If the previous governing parties were not so stubbornly trying to keep the coalition together, the Left Party could, given the arithmetic somersaults of the SPD, come up with the idea of ​​daring a double Rittberger and claiming the office of governing mayor for themselves.

Although the Left Party lost only 12.3 percent of the electoral votes, while the SPD got 19.9 percent, the lead of the Social Democrats to the Left is only 94,024 second votes. So it is much smaller than the CDU's lead over the SPD.

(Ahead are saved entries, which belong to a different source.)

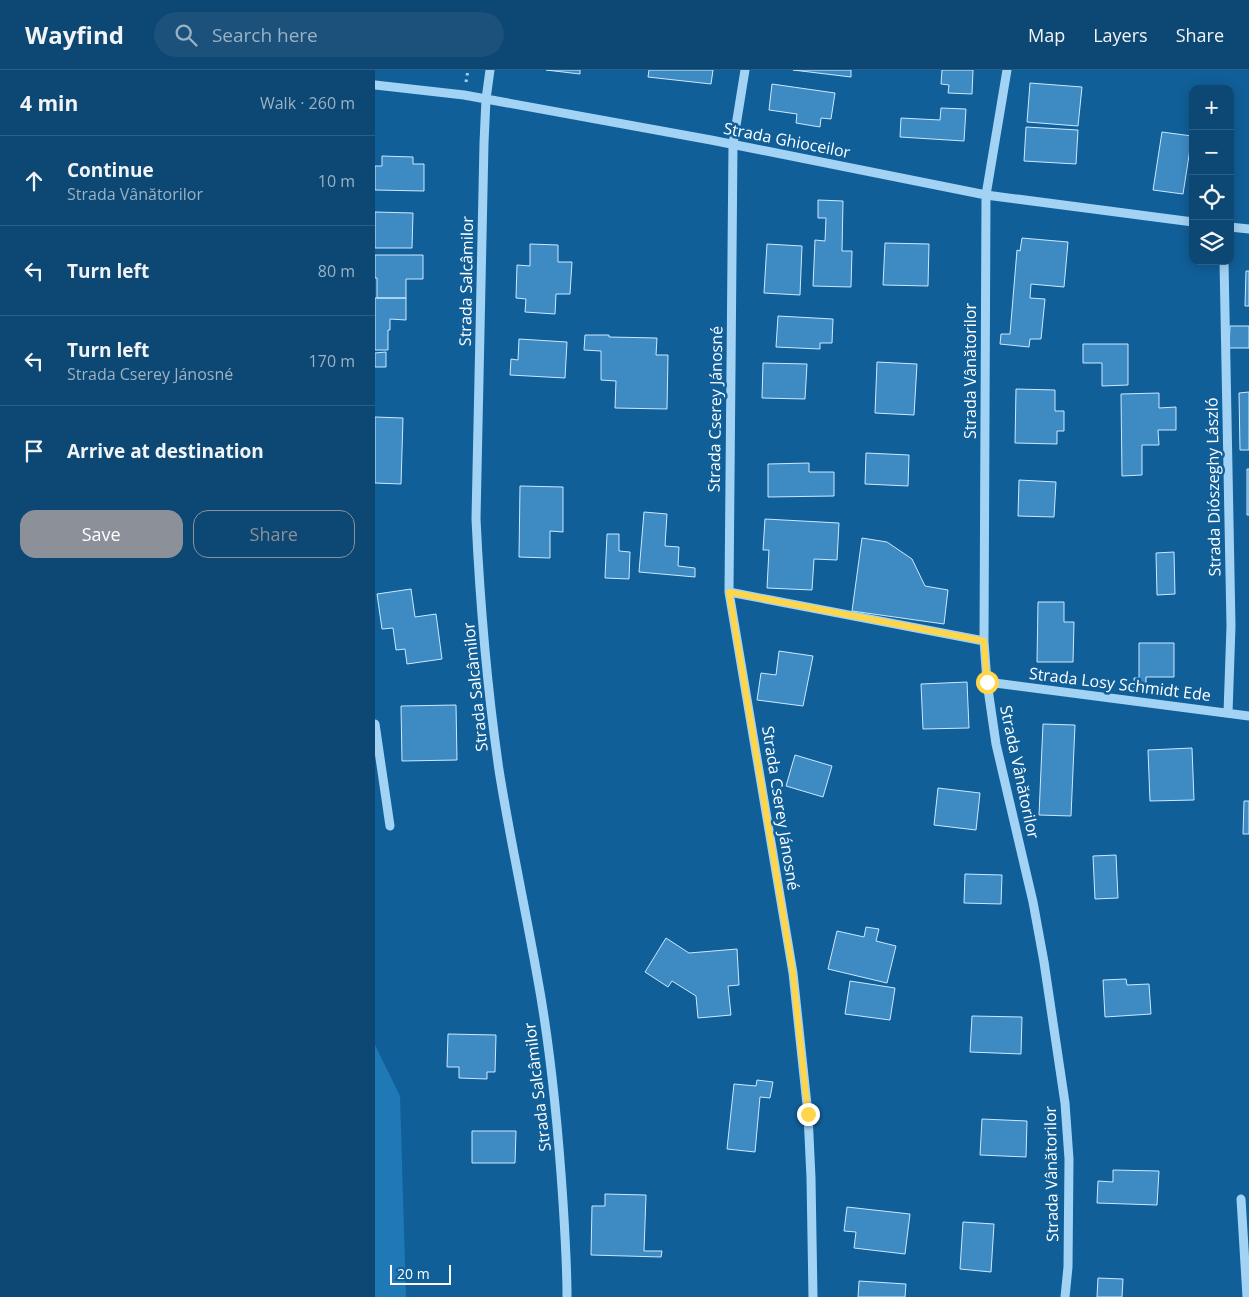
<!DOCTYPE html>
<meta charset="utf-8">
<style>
:root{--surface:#0d4773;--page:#1b517b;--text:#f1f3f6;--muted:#9ab2c4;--line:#2d5f85;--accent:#8c9099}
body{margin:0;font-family:"Open Sans",sans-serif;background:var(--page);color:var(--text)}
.controls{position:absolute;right:15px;top:15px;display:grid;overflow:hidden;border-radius:10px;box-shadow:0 2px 12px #0003}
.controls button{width:45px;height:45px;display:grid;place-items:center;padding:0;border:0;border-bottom:1px solid var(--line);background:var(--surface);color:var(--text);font:25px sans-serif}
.scale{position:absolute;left:15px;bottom:12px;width:61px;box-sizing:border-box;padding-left:5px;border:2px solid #fff;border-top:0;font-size:14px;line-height:18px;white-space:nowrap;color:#fff;-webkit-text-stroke:4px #115f99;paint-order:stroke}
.stop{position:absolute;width:15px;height:15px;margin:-11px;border:4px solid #ffd54a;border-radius:50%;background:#fff}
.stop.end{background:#ffd54a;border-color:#fff;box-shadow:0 1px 5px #0008}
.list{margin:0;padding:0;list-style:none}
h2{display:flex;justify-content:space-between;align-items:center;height:65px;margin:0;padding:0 20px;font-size:21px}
h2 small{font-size:16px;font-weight:400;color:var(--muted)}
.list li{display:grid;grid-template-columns:32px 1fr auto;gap:15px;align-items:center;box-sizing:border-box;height:90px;padding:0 20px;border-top:1px solid var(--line)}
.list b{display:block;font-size:19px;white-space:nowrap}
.list p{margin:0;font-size:16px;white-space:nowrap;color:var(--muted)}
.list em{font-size:16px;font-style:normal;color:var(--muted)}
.actions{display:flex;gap:10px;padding:15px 20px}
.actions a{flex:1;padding:11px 0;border:1px solid var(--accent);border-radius:15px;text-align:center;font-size:18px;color:var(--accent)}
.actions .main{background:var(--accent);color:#fff}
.icon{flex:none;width:28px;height:28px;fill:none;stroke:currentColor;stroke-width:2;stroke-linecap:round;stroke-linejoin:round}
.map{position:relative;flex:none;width:874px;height:1227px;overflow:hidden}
header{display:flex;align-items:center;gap:30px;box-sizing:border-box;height:70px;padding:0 25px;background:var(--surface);border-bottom:1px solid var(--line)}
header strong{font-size:24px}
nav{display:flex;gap:28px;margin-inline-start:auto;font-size:18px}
.search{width:350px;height:45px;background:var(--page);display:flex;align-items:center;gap:12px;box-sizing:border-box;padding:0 18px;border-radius:28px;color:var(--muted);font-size:19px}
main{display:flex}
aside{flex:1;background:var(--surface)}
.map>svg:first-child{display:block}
</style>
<header>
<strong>Wayfind</strong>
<div class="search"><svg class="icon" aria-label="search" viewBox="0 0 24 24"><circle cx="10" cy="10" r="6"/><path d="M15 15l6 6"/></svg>Search here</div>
<nav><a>Map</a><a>Layers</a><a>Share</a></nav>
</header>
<main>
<aside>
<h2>4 min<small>Walk · 260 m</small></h2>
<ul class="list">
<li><svg class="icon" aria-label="ahead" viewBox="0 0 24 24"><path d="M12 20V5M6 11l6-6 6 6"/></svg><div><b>Continue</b><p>Strada Vânătorilor</p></div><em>10 m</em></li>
<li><svg class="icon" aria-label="left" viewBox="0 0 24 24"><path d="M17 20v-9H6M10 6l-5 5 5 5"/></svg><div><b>Turn left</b></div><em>80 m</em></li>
<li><svg class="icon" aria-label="left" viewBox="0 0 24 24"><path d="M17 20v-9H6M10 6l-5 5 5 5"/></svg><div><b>Turn left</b><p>Strada Cserey Jánosné</p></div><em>170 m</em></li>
<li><svg class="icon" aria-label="arrive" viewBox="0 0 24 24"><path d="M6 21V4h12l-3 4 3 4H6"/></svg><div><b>Arrive at destination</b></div></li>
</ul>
<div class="actions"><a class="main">Save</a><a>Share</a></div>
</aside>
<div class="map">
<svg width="874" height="1227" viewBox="0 0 874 1227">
<rect width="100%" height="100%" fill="#115f99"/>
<path fill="#1f79b7" d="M 0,975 L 25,1026 L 31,1227 L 0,1227 Z"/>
<path fill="#3e8bc3" stroke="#cbe9fe" d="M 171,0 L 205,0 L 205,4 Z
M 274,0 L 338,0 L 336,14 L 273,7 Z
M 418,0 L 476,0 L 476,7 Z
M 567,0 L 598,0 L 597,24 L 573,23 L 574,15 L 566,14 Z
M 655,13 L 707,17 L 703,56 L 652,52 Z
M 397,14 L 460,23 L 456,49 L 446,48 L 445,57 L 421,53 L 422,44 L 394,40 Z
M 566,38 L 591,39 L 589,71 L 525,67 L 526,48 L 565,50 Z
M 651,57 L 703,60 L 701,94 L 649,91 Z
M 787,62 L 817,66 L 808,124 L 778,120 Z
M 7,86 L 38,87 L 38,94 L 49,94 L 49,121 L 0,120 L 0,96 L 7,96 Z
M 443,130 L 468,131 L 467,181 L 477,181 L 476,217 L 438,216 L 440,170 L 450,171 L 451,148 L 443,148 Z
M 0,142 L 38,143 L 37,178 L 0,178 Z
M 647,168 L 693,172 L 689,217 L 656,214 L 655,228 L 670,229 L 666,269 L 655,269 L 654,277 L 625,274 L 626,264 L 635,264 L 642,180 L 645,181 Z
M 510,173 L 554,174 L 553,216 L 508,215 Z
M 155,174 L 183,175 L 183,192 L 197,192 L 195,224 L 181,224 L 180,244 L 150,242 L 151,229 L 141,228 L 142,195 L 155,196 Z
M 392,174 L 427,176 L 425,225 L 389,223 Z
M 0,185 L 48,185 L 48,209 L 31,209 L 31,228 L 2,228 L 2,208 L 0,208 Z
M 871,201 L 874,201 L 874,236 L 870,236 Z
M 0,228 L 31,228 L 31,250 L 15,249 L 15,260 L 13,260 L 13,280 L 0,280 Z
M 403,246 L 458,249 L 457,273 L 445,273 L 445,279 L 401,277 Z
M 855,256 L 874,256 L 874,278 L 854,278 Z
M 210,265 L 234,265 L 234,267 L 282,268 L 281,285 L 293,285 L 292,339 L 240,338 L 241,311 L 226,310 L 226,281 L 209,280 Z
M 144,269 L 192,272 L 190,308 L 135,305 L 136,289 L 143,290 Z
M 708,274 L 753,274 L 753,315 L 727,316 L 727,293 L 708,293 Z
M 11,282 L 11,297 L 0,297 L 0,283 Z
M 502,292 L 542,294 L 539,345 L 500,343 Z
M 388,293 L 432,294 L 430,329 L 387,328 Z
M 641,319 L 680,320 L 680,341 L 689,341 L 689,361 L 682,361 L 682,374 L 640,373 Z
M 874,322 L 874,380 L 865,380 L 864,323 Z
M 784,323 L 784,338 L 801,337 L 801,360 L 783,360 L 784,375 L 767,375 L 767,405 L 747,406 L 746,324 Z
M 0,347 L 28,348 L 26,414 L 0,413 Z
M 491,383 L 534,385 L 533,416 L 490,414 Z
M 434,393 L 434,402 L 459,402 L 459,426 L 393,427 L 393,394 Z
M 872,399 L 874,399 L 874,445 L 872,445 Z
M 644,410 L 681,412 L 679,447 L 643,446 Z
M 145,416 L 188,417 L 188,462 L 175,461 L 175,488 L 144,487 Z
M 269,442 L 292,444 L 290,476 L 304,477 L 303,496 L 320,498 L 320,507 L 264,502 Z
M 390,449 L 464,453 L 462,490 L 439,489 L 437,520 L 392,518 L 394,480 L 388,480 Z
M 232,464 L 244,464 L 244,481 L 255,482 L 254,509 L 230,508 Z
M 487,468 L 512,472 L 537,489 L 550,516 L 573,520 L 569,554 L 477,541 Z
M 799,482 L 800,524 L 782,525 L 781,483 Z
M 36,519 L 40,547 L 61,544 L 67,589 L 32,594 L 30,579 L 21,580 L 18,558 L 7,559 L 2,524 Z
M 663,532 L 689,532 L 689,552 L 699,552 L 698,592 L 662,592 Z
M 764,573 L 799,573 L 799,607 L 771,607 L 771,619 L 759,619 L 759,608 L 764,608 Z
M 404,581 L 438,586 L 428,636 L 382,630 L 386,603 L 401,605 Z
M 592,612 L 594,658 L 548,659 L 546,614 Z
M 81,635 L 82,690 L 27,691 L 26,636 Z
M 668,654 L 700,655 L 696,746 L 664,745 Z
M 817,678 L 819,730 L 775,731 L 773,680 Z
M 420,685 L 457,696 L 448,727 L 411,716 Z
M 563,718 L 605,723 L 601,760 L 559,755 Z
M 869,731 L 874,731 L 874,764 L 868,764 Z
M 741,785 L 743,828 L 720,829 L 718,786 Z
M 590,804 L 627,805 L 626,834 L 589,833 Z
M 491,857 L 504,859 L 501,871 L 521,876 L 512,913 L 453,899 L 462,861 L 489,867 Z
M 291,868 L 314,883 L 362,879 L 364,915 L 353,916 L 356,945 L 323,948 L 321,926 L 297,911 L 293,917 L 270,902 Z
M 751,909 L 752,915 L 774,914 L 776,944 L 730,947 L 728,910 Z
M 475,911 L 520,918 L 515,950 L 470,944 Z
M 597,946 L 647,947 L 646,984 L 595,982 Z
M 73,964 L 121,965 L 120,1002 L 112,1002 L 112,1009 L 84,1008 L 84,997 L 72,997 Z
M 382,1010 L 398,1012 L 395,1028 L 385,1027 L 380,1082 L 352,1079 L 359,1014 L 381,1016 Z
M 607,1049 L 652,1051 L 651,1087 L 605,1085 Z
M 97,1061 L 141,1061 L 140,1093 L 97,1093 Z
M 738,1100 L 784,1101 L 782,1135 L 722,1133 L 723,1111 L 738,1112 Z
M 230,1124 L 271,1125 L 269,1181 L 287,1181 L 286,1187 L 216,1185 L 217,1136 L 230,1136 Z
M 472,1137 L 535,1144 L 530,1184 L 479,1178 L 481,1162 L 469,1161 Z
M 588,1152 L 619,1154 L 616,1202 L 585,1199 Z
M 723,1208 L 748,1209 L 747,1227 L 722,1227 Z
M 484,1211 L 531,1214 L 530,1227 L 483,1227 Z"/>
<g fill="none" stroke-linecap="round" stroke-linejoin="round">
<path stroke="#a3d3f4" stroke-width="3" stroke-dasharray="2.5 4" stroke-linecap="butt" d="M 91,12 L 93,0"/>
<path stroke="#a3d3f4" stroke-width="9" d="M 115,0 L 111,29 L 109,73 L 101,449 C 105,533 112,617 124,700 C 135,769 150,837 162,905 C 176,980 183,1056 188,1132 C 190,1164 192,1195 192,1227
M 370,0 L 358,74 L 354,522 L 418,903 L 433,1044 L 436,1108 L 438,1227
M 632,0 L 611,125 L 609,571 L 612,612 L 621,674 L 658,832 L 669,892 L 690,1033 L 694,1089 L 693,1197 L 690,1227
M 0,15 L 89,25 L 336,70 L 611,125 L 818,152
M 855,157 L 874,159
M 849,191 L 856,556 L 853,643
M 354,522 L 609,571
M 612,612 L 874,646
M 0,654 L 15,756
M 866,1129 L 872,1227"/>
</g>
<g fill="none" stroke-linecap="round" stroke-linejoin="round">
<path stroke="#ffd54a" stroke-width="6" d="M 433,1044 L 418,903 L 354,522 L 609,571 L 612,612"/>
</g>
<g text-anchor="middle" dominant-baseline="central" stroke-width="5" stroke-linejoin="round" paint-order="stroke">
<g font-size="16" fill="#fff" stroke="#115f99">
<text transform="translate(412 70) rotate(11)">Strada Ghioceilor</text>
<text transform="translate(91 211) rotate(-89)">Strada Salcâmilor</text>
<text transform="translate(595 301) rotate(-90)">Strada Vânătorilor</text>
<text transform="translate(340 339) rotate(-89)">Strada Cserey Jánosné</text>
<text transform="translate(838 417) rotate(-91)">Strada Diószeghy László</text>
<text transform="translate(745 614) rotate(7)">Strada Losy Schmidt Ede</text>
<text transform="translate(100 617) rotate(-96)">Strada Salcâmilor</text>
<text transform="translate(645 702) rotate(78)">Strada Vânătorilor</text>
<text transform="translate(406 738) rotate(81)">Strada Cserey Jánosné</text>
<text transform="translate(162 1017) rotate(-97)">Strada Salcâmilor</text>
<text transform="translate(676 1104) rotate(-91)">Strada Vânătorilor</text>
</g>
</g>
</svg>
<div class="controls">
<button>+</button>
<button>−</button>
<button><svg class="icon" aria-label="locate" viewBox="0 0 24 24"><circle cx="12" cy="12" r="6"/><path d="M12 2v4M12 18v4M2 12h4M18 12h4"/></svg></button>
<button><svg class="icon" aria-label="layers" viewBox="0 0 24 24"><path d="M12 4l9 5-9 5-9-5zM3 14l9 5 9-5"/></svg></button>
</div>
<div class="scale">20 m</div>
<div class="stop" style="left:612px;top:612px"></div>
<div class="stop end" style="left:433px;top:1044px"></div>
</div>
</main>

However, it will not come one way or the other. There is much to suggest that Franziska Giffey will not rest until a red-green-red government is under her leadership. What is unfortunate is that, of all people, those who present themselves as close to the people, in their quest for office, power and a company car, are fueling the slight disgust with politics that can already be felt in Berlin anyway. If Giffey goes this route, she should never refer to the Berliners again.